La izquierda y el silogismo cornudo
La avería sufrida por Jospin en las primarias francesas ha acentuado la sensación de crisis que desde hace tiempo experimenta la izquierda. Por supuesto, cada quien es cada quien, y cada país, cada país, y sería harto imprudente sacar conclusiones tomando pie de un acontecimiento singular. Pero algo está pasando, más bien desasosegante en mi opinión. Yo lo resumiría así: la izquierda empieza a no caber en los formatos institucionales que a sí misma se había dado tras la tragedia de la Segunda Guerra Mundial. La manifestación más palmaria del fenómeno es el auge adquirido por los movimientos antiglobalización. El acento, la retórica, el impulso, son de izquierdas. Pero los partidos socialistas no están en la antiglobalización. O si lo están, es de modo intercadente, ambiguo y oportunista, en la línea del difunto Jospin. Cabría afinar aún más el diagnóstico. Los movimientos antiglobalizadores son importantes, no por su bulto aritmético, sino por el agudo sentimiento de culpa, y confusa simpatía, que han logrado despertar en la izquierda instalada. Se diría que ésta anduviera desquiciada, esto es, fuera de lo que considera su lugar y función naturales. ¿Cuál es la causa? Pongamos a funcionar la moviola y plantémonos en la primera mitad del XIX.

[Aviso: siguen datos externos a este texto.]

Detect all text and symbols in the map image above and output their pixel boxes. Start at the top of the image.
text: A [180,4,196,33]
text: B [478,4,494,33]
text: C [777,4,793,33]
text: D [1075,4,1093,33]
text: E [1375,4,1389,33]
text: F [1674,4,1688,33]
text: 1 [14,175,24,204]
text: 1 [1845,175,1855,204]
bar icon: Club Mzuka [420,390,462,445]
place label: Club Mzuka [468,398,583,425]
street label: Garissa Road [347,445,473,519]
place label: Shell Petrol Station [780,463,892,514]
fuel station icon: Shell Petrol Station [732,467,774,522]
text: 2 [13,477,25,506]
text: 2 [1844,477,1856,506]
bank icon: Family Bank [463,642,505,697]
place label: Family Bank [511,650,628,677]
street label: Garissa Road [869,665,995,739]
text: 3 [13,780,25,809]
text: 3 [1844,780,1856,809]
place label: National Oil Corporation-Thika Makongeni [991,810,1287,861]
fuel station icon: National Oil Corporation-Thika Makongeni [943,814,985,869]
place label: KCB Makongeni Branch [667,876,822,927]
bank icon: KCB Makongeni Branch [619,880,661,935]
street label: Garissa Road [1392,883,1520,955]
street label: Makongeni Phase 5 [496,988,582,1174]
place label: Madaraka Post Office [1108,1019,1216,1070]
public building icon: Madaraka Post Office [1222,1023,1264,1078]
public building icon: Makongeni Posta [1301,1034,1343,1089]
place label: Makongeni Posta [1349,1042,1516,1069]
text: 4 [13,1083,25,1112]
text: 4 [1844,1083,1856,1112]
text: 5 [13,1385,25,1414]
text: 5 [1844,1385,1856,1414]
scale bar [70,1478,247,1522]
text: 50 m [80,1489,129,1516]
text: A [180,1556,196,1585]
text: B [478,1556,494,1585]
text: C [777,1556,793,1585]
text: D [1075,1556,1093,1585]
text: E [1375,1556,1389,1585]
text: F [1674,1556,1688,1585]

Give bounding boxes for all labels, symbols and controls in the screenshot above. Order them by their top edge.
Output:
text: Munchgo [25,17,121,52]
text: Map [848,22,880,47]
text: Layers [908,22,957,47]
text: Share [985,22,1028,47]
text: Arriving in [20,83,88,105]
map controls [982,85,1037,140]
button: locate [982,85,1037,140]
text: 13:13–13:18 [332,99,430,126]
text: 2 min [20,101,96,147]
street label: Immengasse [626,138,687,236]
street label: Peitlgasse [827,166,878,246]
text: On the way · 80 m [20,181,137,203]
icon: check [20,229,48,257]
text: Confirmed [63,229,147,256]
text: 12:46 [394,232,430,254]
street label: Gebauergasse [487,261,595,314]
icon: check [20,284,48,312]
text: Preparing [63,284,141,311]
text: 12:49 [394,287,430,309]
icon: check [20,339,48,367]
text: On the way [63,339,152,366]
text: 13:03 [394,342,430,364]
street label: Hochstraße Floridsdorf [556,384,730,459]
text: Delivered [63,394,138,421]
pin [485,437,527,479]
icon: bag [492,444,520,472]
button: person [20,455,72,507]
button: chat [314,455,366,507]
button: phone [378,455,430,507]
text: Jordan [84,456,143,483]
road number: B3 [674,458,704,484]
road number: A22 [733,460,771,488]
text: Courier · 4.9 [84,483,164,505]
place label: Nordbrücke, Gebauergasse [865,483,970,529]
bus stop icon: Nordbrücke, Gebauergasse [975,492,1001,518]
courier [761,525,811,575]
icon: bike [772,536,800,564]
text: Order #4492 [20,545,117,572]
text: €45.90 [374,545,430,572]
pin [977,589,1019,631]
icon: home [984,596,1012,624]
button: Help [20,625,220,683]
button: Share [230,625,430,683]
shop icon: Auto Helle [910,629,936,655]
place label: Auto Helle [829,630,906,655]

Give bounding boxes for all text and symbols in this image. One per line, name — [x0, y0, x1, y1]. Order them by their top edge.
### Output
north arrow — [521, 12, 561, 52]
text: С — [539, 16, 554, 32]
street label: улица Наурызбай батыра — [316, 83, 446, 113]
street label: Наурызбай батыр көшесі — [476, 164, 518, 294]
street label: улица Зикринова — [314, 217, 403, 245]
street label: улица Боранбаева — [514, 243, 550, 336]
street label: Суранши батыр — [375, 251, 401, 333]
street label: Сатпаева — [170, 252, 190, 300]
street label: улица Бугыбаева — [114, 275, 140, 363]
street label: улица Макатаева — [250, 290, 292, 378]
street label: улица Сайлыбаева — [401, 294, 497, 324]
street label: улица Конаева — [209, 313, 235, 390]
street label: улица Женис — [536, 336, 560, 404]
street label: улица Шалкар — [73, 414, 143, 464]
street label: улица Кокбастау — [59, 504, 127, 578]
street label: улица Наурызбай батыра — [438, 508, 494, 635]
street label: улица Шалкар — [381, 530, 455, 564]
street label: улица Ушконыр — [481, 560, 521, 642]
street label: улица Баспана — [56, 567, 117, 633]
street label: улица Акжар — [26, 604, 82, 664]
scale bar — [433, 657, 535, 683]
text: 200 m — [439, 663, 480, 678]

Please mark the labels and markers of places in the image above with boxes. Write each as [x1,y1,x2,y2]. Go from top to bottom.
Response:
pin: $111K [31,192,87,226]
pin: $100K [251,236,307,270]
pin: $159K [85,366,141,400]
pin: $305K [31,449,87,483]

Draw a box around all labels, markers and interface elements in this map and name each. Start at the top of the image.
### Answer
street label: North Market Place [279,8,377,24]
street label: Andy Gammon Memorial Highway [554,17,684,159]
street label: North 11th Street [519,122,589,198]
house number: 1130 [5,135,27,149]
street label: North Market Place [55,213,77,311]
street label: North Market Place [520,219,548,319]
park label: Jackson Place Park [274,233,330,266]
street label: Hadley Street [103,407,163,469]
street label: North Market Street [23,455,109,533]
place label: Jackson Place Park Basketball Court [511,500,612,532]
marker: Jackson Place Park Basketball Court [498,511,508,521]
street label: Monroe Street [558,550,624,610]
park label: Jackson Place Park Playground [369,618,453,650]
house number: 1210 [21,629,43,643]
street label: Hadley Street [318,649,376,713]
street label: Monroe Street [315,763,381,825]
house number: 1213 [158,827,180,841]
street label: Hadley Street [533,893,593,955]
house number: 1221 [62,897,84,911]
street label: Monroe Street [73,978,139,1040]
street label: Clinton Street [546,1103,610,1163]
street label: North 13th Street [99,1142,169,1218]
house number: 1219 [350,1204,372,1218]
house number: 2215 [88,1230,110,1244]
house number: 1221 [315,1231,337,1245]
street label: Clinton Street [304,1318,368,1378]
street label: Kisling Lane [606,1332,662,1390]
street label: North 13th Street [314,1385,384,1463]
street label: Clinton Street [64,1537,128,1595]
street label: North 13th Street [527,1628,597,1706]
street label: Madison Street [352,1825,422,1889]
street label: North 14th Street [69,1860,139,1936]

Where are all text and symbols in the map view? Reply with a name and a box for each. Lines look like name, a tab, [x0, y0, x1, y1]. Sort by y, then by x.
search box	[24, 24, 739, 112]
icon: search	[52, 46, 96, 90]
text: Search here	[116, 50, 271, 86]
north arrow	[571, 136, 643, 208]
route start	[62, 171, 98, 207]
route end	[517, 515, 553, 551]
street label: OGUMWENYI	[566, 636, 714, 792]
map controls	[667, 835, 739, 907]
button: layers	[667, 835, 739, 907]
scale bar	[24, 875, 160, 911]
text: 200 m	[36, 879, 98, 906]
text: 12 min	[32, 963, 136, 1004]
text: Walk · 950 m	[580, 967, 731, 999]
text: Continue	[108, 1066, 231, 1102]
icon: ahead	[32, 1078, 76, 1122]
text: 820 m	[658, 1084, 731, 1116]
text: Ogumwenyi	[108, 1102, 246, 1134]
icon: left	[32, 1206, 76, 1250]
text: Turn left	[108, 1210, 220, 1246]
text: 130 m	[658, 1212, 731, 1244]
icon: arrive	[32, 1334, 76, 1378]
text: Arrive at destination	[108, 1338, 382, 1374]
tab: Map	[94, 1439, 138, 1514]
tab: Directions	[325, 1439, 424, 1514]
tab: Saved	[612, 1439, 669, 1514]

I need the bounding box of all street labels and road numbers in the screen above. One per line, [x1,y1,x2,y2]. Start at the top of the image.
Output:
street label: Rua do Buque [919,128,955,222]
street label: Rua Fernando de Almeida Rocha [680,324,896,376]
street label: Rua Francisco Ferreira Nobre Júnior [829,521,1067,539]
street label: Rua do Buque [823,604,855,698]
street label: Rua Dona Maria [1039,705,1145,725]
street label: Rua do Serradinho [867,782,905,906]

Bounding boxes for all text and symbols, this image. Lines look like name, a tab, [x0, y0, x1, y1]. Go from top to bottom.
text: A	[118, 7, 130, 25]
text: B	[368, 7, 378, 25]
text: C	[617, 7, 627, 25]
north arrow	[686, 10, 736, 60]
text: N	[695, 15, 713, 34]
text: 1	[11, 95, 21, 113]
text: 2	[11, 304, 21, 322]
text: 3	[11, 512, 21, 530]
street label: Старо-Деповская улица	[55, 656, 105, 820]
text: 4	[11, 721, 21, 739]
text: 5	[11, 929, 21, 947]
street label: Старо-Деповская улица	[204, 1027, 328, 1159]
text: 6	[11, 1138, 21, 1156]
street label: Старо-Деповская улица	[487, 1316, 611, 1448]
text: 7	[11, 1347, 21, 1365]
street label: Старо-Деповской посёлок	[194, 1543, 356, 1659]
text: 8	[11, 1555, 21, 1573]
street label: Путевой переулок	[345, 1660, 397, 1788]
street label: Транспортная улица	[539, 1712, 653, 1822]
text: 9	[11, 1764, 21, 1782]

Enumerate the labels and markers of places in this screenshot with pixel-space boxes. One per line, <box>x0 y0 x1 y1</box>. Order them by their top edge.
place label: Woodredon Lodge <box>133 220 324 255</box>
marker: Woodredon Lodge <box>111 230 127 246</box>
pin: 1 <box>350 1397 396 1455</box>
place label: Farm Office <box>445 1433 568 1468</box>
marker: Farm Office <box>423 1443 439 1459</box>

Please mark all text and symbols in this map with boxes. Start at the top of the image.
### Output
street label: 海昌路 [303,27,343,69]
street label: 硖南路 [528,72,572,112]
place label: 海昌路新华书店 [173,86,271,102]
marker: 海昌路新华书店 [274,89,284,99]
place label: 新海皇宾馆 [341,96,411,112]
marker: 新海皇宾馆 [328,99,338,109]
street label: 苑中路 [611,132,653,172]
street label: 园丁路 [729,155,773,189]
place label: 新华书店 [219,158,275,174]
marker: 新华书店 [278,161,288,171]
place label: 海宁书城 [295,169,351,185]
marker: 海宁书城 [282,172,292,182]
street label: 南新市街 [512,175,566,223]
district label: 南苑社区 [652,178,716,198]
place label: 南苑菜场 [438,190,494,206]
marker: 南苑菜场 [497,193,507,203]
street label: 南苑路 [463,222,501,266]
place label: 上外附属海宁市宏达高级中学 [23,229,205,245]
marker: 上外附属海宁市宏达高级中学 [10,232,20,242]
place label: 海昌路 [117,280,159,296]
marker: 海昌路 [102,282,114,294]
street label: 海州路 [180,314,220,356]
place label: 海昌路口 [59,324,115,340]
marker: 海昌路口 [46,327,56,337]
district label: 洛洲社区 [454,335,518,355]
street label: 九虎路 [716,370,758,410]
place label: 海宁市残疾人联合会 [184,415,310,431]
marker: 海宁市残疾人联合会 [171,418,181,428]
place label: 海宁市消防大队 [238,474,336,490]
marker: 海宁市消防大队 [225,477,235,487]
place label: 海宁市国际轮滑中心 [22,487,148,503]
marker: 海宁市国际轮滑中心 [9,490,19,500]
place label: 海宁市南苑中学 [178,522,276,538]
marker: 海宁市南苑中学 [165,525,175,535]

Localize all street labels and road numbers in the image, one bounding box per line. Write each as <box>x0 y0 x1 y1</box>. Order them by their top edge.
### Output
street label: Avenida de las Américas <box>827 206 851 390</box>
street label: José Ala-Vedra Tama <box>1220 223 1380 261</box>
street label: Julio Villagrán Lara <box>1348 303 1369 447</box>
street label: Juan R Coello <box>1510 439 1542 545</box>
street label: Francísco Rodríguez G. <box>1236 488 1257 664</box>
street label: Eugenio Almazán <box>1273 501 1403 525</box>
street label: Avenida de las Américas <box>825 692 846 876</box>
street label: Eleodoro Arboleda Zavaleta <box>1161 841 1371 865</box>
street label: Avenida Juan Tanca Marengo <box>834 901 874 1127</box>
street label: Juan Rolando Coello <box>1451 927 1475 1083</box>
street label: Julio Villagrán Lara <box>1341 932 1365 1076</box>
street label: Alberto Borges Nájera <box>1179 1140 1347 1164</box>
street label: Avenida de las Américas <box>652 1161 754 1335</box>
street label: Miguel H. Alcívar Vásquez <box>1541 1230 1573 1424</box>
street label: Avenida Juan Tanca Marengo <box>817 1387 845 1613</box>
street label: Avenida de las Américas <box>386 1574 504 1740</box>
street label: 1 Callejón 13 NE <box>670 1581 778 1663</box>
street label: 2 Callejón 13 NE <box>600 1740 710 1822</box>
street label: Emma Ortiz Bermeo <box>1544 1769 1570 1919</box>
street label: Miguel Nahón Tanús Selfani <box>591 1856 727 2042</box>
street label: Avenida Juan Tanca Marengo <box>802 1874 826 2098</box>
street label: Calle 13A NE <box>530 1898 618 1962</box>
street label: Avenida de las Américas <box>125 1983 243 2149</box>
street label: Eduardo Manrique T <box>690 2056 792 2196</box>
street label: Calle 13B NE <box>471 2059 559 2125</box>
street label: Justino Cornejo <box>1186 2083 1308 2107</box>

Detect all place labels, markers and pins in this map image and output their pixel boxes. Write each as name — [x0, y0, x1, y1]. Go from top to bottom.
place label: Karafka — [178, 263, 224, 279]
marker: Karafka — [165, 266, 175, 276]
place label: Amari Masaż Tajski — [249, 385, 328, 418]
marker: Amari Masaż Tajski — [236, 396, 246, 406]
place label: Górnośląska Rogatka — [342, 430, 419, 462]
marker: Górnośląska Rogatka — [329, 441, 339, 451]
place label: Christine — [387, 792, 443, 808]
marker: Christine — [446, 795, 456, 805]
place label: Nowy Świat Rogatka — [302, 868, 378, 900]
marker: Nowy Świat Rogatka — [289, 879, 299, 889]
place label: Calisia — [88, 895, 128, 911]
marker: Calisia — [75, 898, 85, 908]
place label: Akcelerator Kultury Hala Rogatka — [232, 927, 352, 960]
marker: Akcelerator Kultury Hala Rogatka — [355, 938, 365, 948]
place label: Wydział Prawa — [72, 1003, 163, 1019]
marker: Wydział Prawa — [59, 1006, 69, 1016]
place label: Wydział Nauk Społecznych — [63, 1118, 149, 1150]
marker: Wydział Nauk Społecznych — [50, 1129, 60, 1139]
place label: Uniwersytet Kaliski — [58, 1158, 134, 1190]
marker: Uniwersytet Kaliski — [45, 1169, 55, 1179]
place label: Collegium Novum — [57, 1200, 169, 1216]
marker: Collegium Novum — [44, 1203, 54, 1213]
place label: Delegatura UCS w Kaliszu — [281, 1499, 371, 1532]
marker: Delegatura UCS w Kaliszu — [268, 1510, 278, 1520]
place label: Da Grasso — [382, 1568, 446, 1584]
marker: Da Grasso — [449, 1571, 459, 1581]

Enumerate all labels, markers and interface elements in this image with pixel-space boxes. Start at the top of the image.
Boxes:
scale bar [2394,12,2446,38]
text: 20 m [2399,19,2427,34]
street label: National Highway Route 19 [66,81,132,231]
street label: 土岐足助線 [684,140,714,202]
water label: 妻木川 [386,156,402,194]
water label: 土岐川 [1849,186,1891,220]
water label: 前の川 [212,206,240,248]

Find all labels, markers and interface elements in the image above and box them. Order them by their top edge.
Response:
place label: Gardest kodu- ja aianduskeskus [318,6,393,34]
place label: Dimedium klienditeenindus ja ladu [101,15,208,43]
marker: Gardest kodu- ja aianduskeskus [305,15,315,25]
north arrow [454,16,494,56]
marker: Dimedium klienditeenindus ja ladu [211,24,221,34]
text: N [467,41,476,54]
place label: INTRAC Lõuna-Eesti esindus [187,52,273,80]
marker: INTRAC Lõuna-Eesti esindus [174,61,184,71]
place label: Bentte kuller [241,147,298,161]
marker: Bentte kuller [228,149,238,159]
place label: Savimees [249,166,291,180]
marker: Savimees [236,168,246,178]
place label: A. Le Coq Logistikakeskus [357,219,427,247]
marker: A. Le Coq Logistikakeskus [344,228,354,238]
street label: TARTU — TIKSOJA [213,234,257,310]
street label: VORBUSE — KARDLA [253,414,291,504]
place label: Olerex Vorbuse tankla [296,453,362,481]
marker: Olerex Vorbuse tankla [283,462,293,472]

Por esas calendas casi todos los europeos, desde el liberal Ricardo hasta los socialistas, propendían a pensar que existía una oposición intrínseca entre la propiedad privada y la democracia, o mejor, el sufragio universal. ¿Por qué? Porque el sufragio universal daría el poder político a los pobres, y éstos, entonces, se apresurarían a expoliar a los ricos. Cabe explayar el argumento en términos más asépticos. La democracia, y el mercado, son asignadores de recursos potencialmente conflictivos. El mercado genera ricos y pobres, y la democracia materializa sus propios criterios de justicia distributiva transfiriendo la renta de los ricos a los pobres. El resultado fue una fuerte tendencia de los conservadores políticos a defender la democracia censitaria. En palabras de Ricardo -que habría suscrito Guizot-: conviene restringir el voto 'a aquella porción del pueblo que no está supuestamente interesada en subvertir el derecho a la propiedad'.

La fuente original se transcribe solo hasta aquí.